RECORDS TO PROCESS:

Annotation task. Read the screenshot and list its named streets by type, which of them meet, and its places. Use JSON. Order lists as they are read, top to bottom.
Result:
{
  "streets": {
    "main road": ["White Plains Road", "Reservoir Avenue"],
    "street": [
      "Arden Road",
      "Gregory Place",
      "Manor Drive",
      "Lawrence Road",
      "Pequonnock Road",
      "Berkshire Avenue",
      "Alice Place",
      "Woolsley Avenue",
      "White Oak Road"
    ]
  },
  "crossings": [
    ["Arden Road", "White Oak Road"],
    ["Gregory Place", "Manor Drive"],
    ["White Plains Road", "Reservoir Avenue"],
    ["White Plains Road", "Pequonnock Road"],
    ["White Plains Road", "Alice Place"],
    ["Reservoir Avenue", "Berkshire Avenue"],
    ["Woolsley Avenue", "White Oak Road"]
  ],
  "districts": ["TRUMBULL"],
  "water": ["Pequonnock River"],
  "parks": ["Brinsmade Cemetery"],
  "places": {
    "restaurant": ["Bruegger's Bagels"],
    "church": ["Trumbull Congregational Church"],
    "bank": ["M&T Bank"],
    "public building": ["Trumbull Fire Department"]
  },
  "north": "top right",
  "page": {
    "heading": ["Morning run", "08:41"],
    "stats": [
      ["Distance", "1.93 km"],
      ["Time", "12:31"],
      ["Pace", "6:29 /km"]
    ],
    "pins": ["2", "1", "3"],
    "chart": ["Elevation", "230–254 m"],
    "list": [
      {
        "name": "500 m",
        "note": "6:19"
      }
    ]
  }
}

EXERCISE OBJECTIVE: This exercise requires the lines of the entries containing the string "White".

SOLUTION FOR THIS EXERCISE:
    "main road": ["White Plains Road", "Reservoir Avenue"],
      "White Oak Road"
    ["Arden Road", "White Oak Road"],
    ["White Plains Road", "Reservoir Avenue"],
    ["White Plains Road", "Pequonnock Road"],
    ["White Plains Road", "Alice Place"],
    ["Woolsley Avenue", "White Oak Road"]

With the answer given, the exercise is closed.